Yolanda Diaz He no longer hides that he is working on the construction of a political platform that transcends all current movements to the left of the PSOE. She resists, yes, to confirm that she will be the candidate for such a project in the next general elections, but in Podemos and Izquierda Unida they take it for granted.
The current second vice president of the Government has acquired a leadership that dwarfs that of any other leader in the environment of United We Can. And what is more important: Ione Belarra e Irene Montero -In front of the purple since the march of Pablo Iglesias– maintain a good personal relationship with Díaz.
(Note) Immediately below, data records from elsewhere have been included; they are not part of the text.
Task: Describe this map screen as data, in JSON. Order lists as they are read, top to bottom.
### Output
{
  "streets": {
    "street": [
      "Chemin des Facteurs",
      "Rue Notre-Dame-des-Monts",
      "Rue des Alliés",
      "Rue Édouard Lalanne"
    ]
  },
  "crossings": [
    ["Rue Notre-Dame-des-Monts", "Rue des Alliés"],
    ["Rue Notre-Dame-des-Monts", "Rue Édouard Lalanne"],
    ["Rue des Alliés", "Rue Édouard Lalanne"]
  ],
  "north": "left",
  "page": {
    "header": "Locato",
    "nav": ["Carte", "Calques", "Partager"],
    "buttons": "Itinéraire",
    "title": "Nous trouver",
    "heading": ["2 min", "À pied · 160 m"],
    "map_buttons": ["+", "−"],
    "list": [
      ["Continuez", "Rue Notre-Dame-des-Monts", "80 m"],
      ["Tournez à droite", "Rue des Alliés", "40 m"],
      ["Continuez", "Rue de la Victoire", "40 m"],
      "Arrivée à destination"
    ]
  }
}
This point is key, taking into account the only existing precedent: Manuela Carmena. In her second elections, the then mayor of Madrid saw her project fly through the air due, among other things, to the belligerence of Podemos in the preparation of the lists.
As this newspaper revealed, in Podemos they will not oppose the Galician woman heading an electoral list that does not bear that name, “Podemos”. Now, authorized sources consulted by EL ESPAÑOL, confirm that Díaz is already working on that project: “But it will not look anything like what there is now. It will be different, you will see. Much broader.”
“Broader” – these sources insist – than all the acronyms that make up United We Can. Cross-sectional style 15-M? Transversal, yes, but “nothing to do with 15-M”: “Yolanda is not an activist, she does not come from that environment, but from a law firm.”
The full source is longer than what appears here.